Si en un tribunal la evidencia es la moneda de cambio, en el juicio de la funa lo es la autenticidad del testimonio. La cantante Karen Bejarano (Karen Paola) lo verbalizó con una claridad reveladora en julio, en medio de una querella por injurias interpuesta por el cirujano plástico Pedro Vidal, a quien acusó de una "carnicería" en un procedimiento realizado ocho años atrás. Ante la posibilidad de retractarse, Bejarano sentenció: “No considero que tenga que pedir disculpas por algo que realmente siento”.
Su declaración encapsula el pilar de esta nueva justicia: la primacía del sentimiento y la experiencia personal sobre la prueba fáctica o el paso del tiempo. De manera similar, la influencer Carmen Tuitera sustentó su funa contra el futbolista Guillermo Maripán publicando capturas de pantalla de conversaciones privadas. En la plaza pública digital, estos fragmentos descontextualizados operan como pruebas irrefutables, y la carga de demostrar lo contrario recae, de forma casi imposible, sobre el acusado.
Este paradigma plantea una disonancia fundamental: ¿dónde queda el derecho a la presunción de inocencia cuando la convicción emocional de una persona, amplificada por miles, se convierte en veredicto?
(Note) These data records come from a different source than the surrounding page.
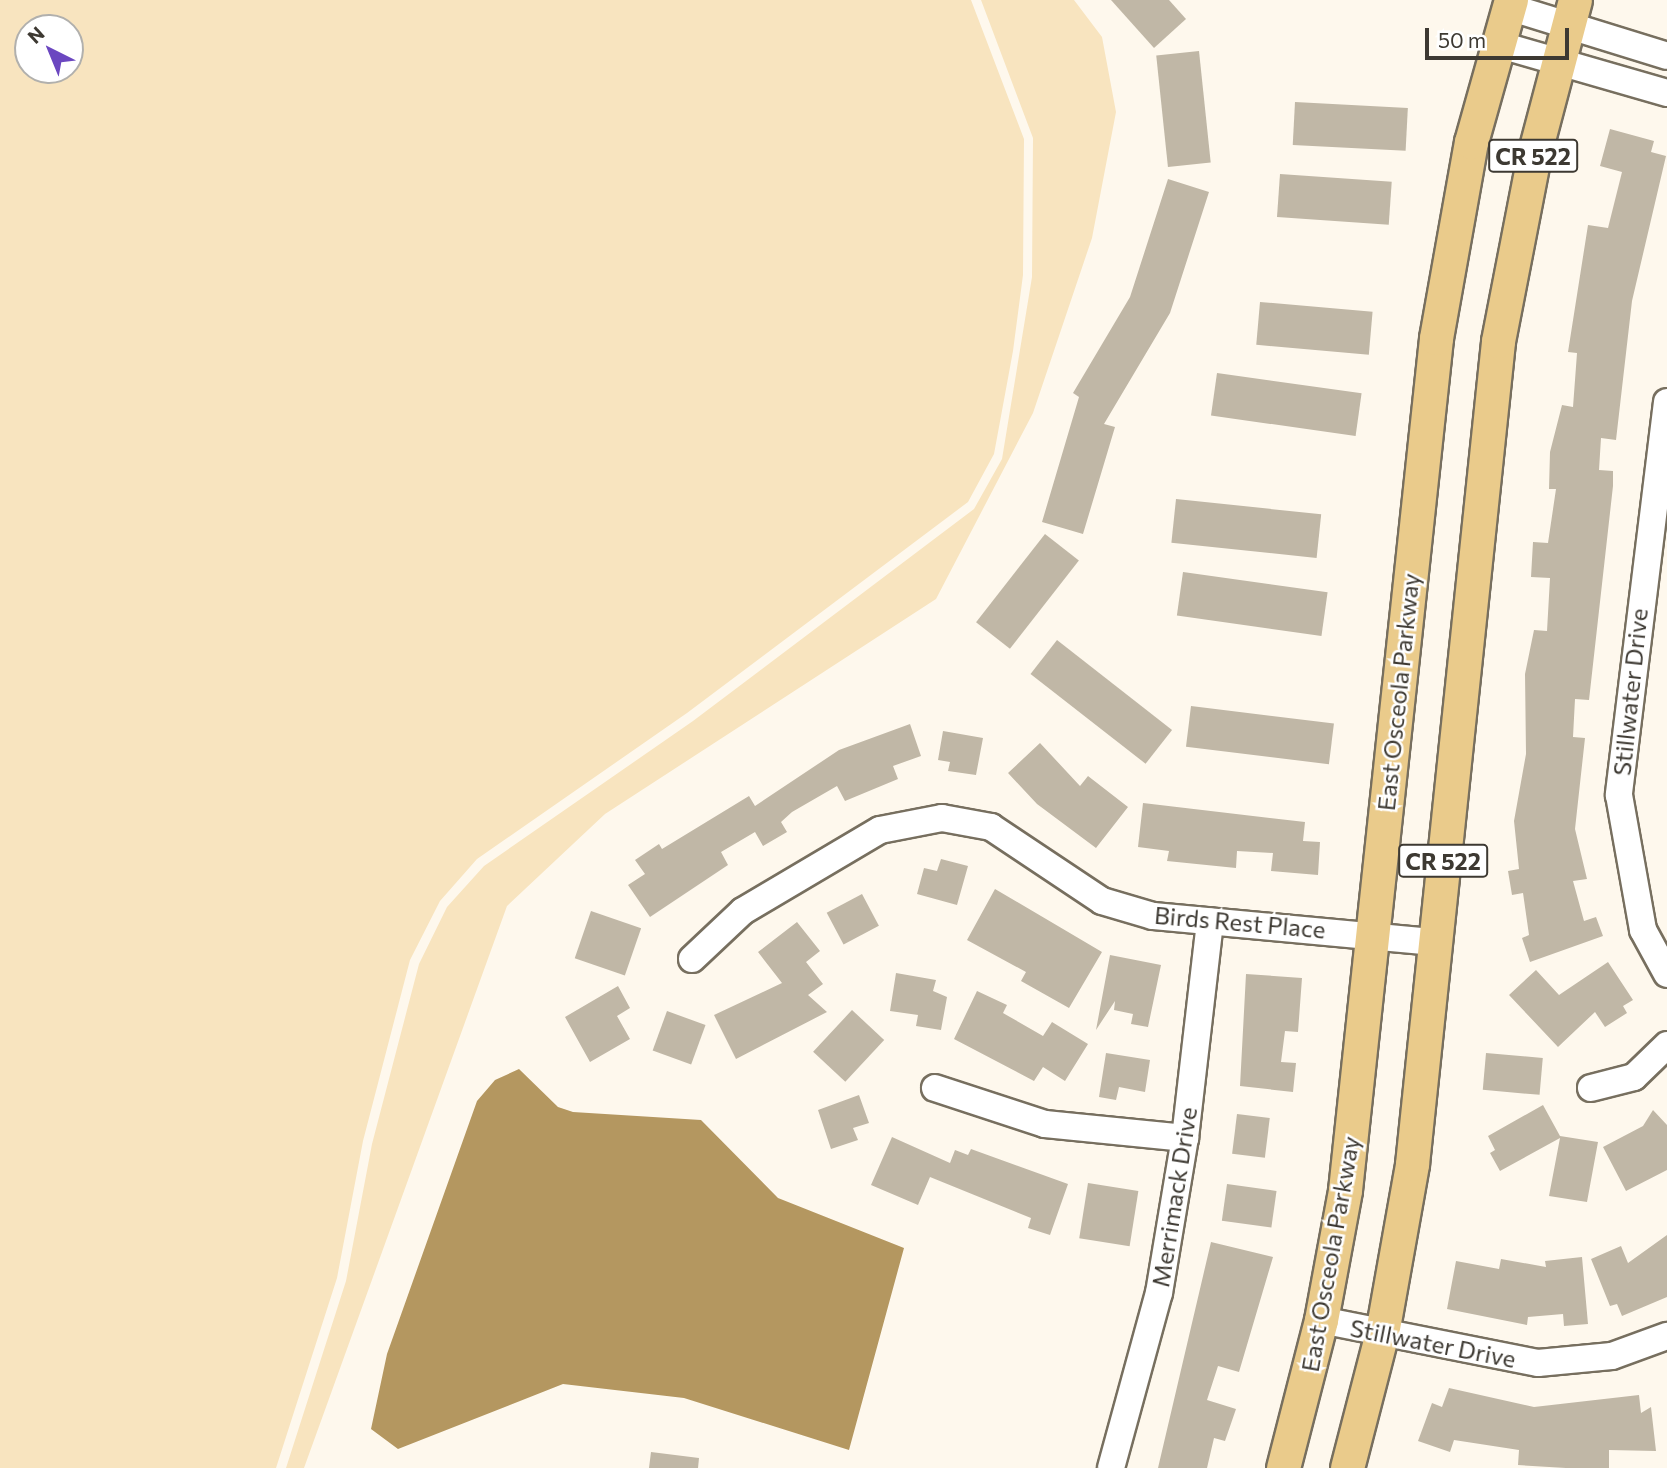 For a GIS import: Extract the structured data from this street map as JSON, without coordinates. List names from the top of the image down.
{
  "streets": {
    "main road": ["CR 522", "East Osceola Parkway"],
    "street": ["Stillwater Drive", "Birds Rest Place", "Merrimack Drive"]
  },
  "crossings": [
    ["CR 522", "Stillwater Drive"],
    ["CR 522", "Birds Rest Place"],
    ["East Osceola Parkway", "Stillwater Drive"],
    ["East Osceola Parkway", "Birds Rest Place"],
    ["Birds Rest Place", "Merrimack Drive"]
  ],
  "scale_bar": "50 m",
  "north": "top left"
} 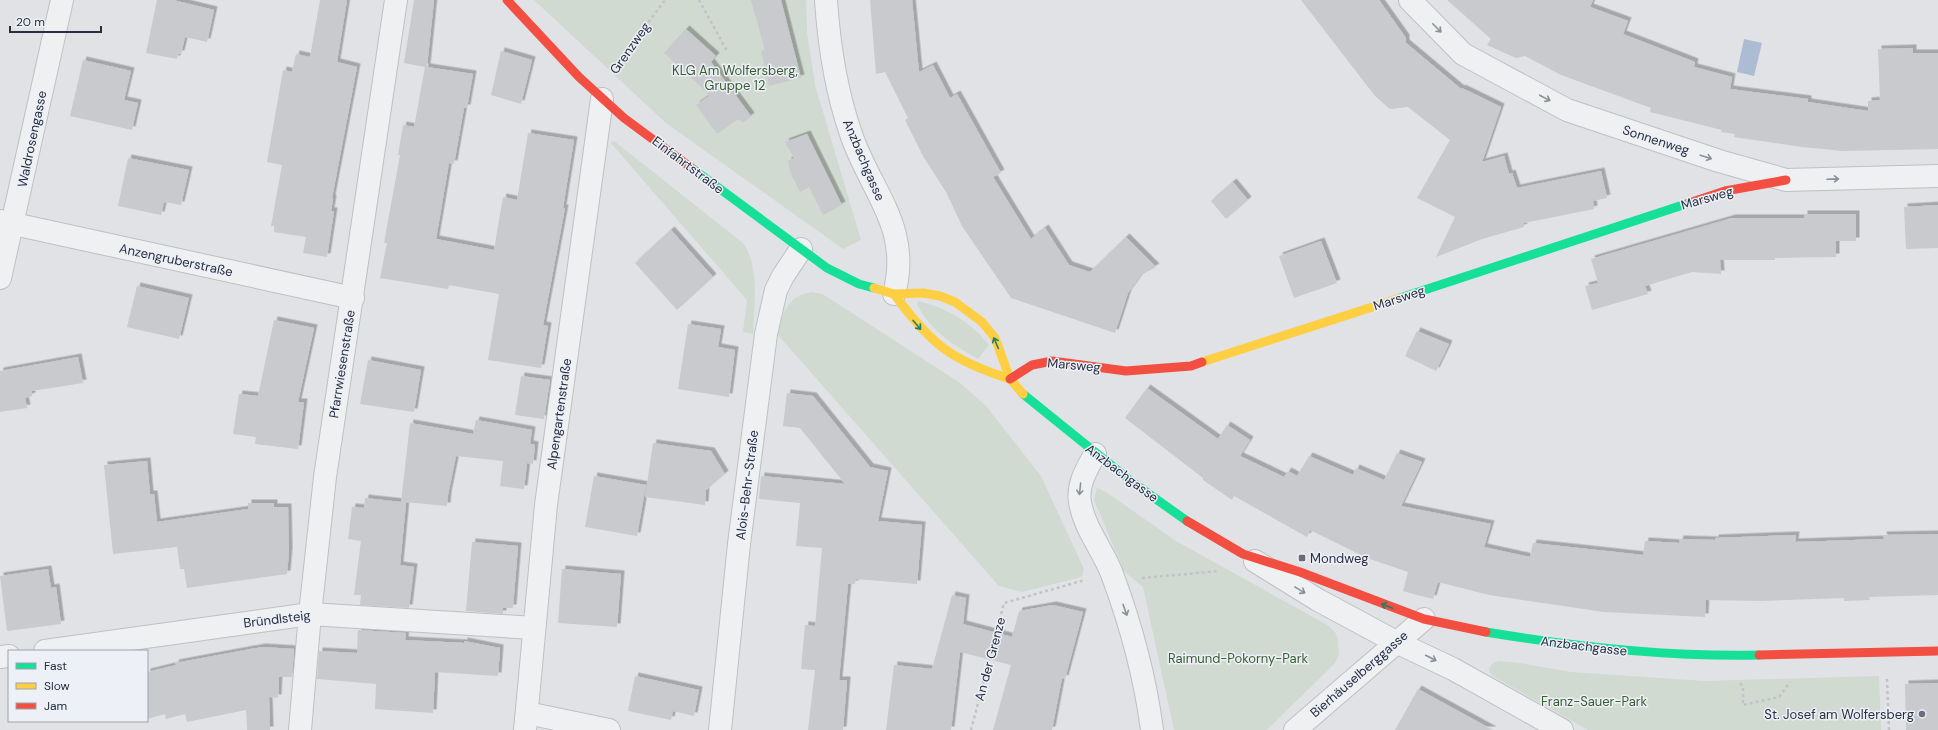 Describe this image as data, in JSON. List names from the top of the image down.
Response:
{
  "streets": {
    "street": [
      "Waldrosengasse",
      "Sonnenweg",
      "Anzbachgasse",
      "Einfahrtstraße",
      "Marsweg",
      "Anzengruberstraße",
      "Pfarrwiesenstraße",
      "Alpengartenstraße",
      "Alois-Behr-Straße",
      "Bründlsteig",
      "Bierhäuselberggasse"
    ],
    "path": ["Grenzweg", "An der Grenze"]
  },
  "crossings": [
    ["Grenzweg", "Einfahrtstraße"],
    ["Grenzweg", "Alpengartenstraße"],
    ["Waldrosengasse", "Anzengruberstraße"],
    ["Sonnenweg", "Marsweg"],
    ["Anzbachgasse", "Einfahrtstraße"],
    ["Anzbachgasse", "Marsweg"],
    ["Anzbachgasse", "Bierhäuselberggasse"],
    ["Einfahrtstraße", "Alpengartenstraße"],
    ["Einfahrtstraße", "Alois-Behr-Straße"],
    ["Anzengruberstraße", "Pfarrwiesenstraße"],
    ["Pfarrwiesenstraße", "Bründlsteig"],
    ["Alpengartenstraße", "Bründlsteig"]
  ],
  "one_way": ["Sonnenweg"],
  "parks": ["KLG Am Wolfersberg, Gruppe 12", "Raimund-Pokorny-Park", "Franz-Sauer-Park"],
  "places": {
    "transit": ["Mondweg"],
    "other": ["St. Josef am Wolfersberg"]
  },
  "legend": ["Fast", "Slow", "Jam"],
  "scale_bar": "20 m"
}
El fenómeno no solo afecta a individuos o empresas, sino que ha reconfigurado la relación entre los medios de comunicación y su audiencia. El público ha dejado de ser un receptor pasivo para convertirse en un ente fiscalizador activo, utilizando las mismas herramientas de la funa para sancionar a quienes considera que transgreden límites éticos o ideológicos.
En junio, el reportero de Chilevisión, Tomás Cancino, generó un récord de casi 1.400 denuncias ante el Consejo Nacional de Televisión (CNTV) por lo que los televidentes calificaron como burlas clasistas hacia personas fiscalizadas. La defensa del conductor Julio César Rodríguez, quien sugirió que criticar al periodista era "ponerse a favor de los delincuentes", solo avivó el debate sobre el rol y la ética de la prensa.
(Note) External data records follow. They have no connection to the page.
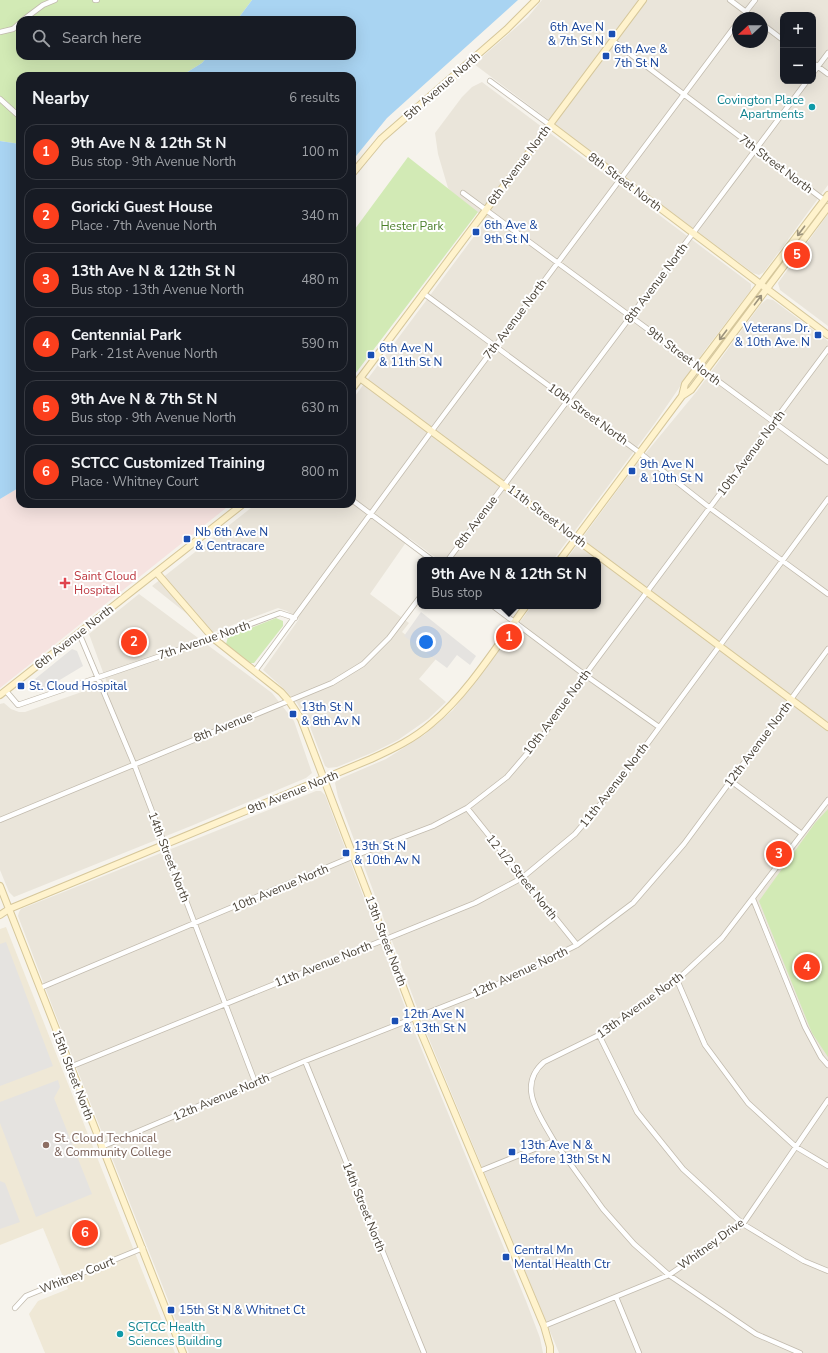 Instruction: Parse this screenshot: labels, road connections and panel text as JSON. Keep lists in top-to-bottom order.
{
  "streets": {
    "street": [
      "5th Avenue North",
      "7th Street North",
      "6th Avenue North",
      "8th Street North",
      "8th Avenue North",
      "7th Avenue North",
      "9th Street North",
      "10th Street North",
      "10th Avenue North",
      "11th Street North",
      "8th Avenue",
      "12th Avenue North",
      "11th Avenue North",
      "9th Avenue North",
      "14th Street North",
      "12 1/2 Street North",
      "13th Street North",
      "13th Avenue North",
      "15th Street North",
      "Whitney Drive",
      "Whitney Court"
    ]
  },
  "crossings": [
    ["7th Street North", "6th Avenue North"],
    ["7th Street North", "8th Avenue North"],
    ["7th Street North", "7th Avenue North"],
    ["6th Avenue North", "8th Street North"],
    ["6th Avenue North", "7th Avenue North"],
    ["6th Avenue North", "9th Street North"],
    ["6th Avenue North", "10th Street North"],
    ["6th Avenue North", "11th Street North"],
    ["6th Avenue North", "14th Street North"],
    ["6th Avenue North", "13th Street North"],
    ["8th Street North", "8th Avenue North"],
    ["8th Street North", "7th Avenue North"],
    ["8th Avenue North", "9th Street North"],
    ["8th Avenue North", "10th Street North"],
    ["8th Avenue North", "11th Street North"],
    ["8th Avenue North", "8th Avenue"],
    ["7th Avenue North", "9th Street North"],
    ["7th Avenue North", "10th Street North"],
    ["7th Avenue North", "11th Street North"],
    ["7th Avenue North", "14th Street North"],
    ["7th Avenue North", "13th Street North"],
    ["9th Street North", "10th Avenue North"],
    ["10th Street North", "10th Avenue North"],
    ["10th Street North", "11th Avenue North"],
    ["10th Avenue North", "11th Street North"],
    ["10th Avenue North", "14th Street North"],
    ["10th Avenue North", "12 1/2 Street North"],
    ["10th Avenue North", "13th Street North"],
    ["10th Avenue North", "15th Street North"],
    ["11th Street North", "8th Avenue"],
    ["11th Street North", "12th Avenue North"],
    ["11th Street North", "11th Avenue North"],
    ["8th Avenue", "14th Street North"],
    ["8th Avenue", "13th Street North"],
    ["12th Avenue North", "14th Street North"],
    ["12th Avenue North", "12 1/2 Street North"],
    ["12th Avenue North", "13th Street North"],
    ["12th Avenue North", "15th Street North"],
    ["11th Avenue North", "14th Street North"],
    ["11th Avenue North", "12 1/2 Street North"],
    ["11th Avenue North", "13th Street North"],
    ["11th Avenue North", "15th Street North"],
    ["9th Avenue North", "14th Street North"],
    ["9th Avenue North", "13th Street North"],
    ["9th Avenue North", "15th Street North"],
    ["13th Street North", "Whitney Drive"],
    ["13th Avenue North", "Whitney Drive"],
    ["15th Street North", "Whitney Court"]
  ],
  "parks": ["Hester Park"],
  "places": {
    "transit": [
      "6th Ave N & 7th St N",
      "6th Ave & 7th St N",
      "6th Ave & 9th St N",
      "Veterans Dr. & 10th Ave. N",
      "6th Ave N & 11th St N",
      "9th Ave N & 10th St N",
      "Nb 6th Ave N & Centracare",
      "St. Cloud Hospital",
      "13th St N & 8th Av N",
      "13th St N & 10th Av N",
      "12th Ave N & 13th St N",
      "13th Ave N & Before 13th St N",
      "Central Mn Mental Health Ctr",
      "15th St N & Whitnet Ct"
    ],
    "other": ["Covington Place Apartments", "St. Cloud Technical & Community College", "SCTCC Health Sciences Building"],
    "health": ["Saint Cloud Hospital"]
  },
  "north": "left",
  "page": {
    "map_buttons": ["+", "−"],
    "search": "Search here",
    "heading": ["Nearby", "6 results"],
    "list": [
      {
        "mark": "1",
        "name": "9th Ave N & 12th St N",
        "note": "Bus stop · 9th Avenue North",
        "value": "100 m"
      },
      {
        "mark": "2",
        "name": "Goricki Guest House",
        "note": "Place · 7th Avenue North",
        "value": "340 m"
      },
      {
        "mark": "3",
        "name": "13th Ave N & 12th St N",
        "note": "Bus stop · 13th Avenue North",
        "value": "480 m"
      },
      {
        "mark": "4",
        "name": "Centennial Park",
        "note": "Park · 21st Avenue North",
        "value": "590 m"
      },
      {
        "mark": "5",
        "name": "9th Ave N & 7th St N",
        "note": "Bus stop · 9th Avenue North",
        "value": "630 m"
      },
      {
        "mark": "6",
        "name": "SCTCC Customized Training",
        "note": "Place · Whitney Court",
        "value": "800 m"
      }
    ],
    "pins": [
      "5",
      "1",
      "2",
      "3",
      "4",
      "6"
    ],
    "popup": ["9th Ave N & 12th St N", "Bus stop"]
  }
}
Pocas semanas después, en julio, el presentador Julián Elfenbein se convirtió en la figura más denunciada ante el CNTV por sus comentarios sobre el conflicto palestino-israelí. Las denuncias lo acusaban de emitir un "discurso de odio" y "negacionismo", demostrando que las opiniones políticas de figuras públicas son ahora examinadas y sancionadas con la misma vehemencia que las malas prácticas.
En ambos casos, el CNTV se transformó en un canal institucional para una funa masiva. La audiencia ya no solo cambia de canal; ahora organiza, denuncia y exige consecuencias, actuando como un contrapoder que, si bien puede promover la accountability, también corre el riesgo de fomentar la censura y la autocensura.
Dos meses después de que estos casos dominaran la conversación, el panorama es claro: la funa no es una moda pasajera, sino una herramienta de poder social arraigada. Para algunos, es una forma de democratización de la justicia, una vía para que los sin voz puedan denunciar abusos que el sistema formal ignora o procesa con lentitud. Para otros, es una forma de linchamiento moderno que destruye reputaciones y vidas sin el más mínimo resguardo al debido proceso.
El debate sigue abierto y es uno de los más relevantes de nuestra era digital. La sociedad chilena aún no resuelve cómo equilibrar la libertad de expresión con el derecho a la honra, ni cómo regular un sistema de justicia popular que opera sin leyes, sin jueces imparciales y sin posibilidad de apelación. El tribunal de la multitud ya está en sesión permanente.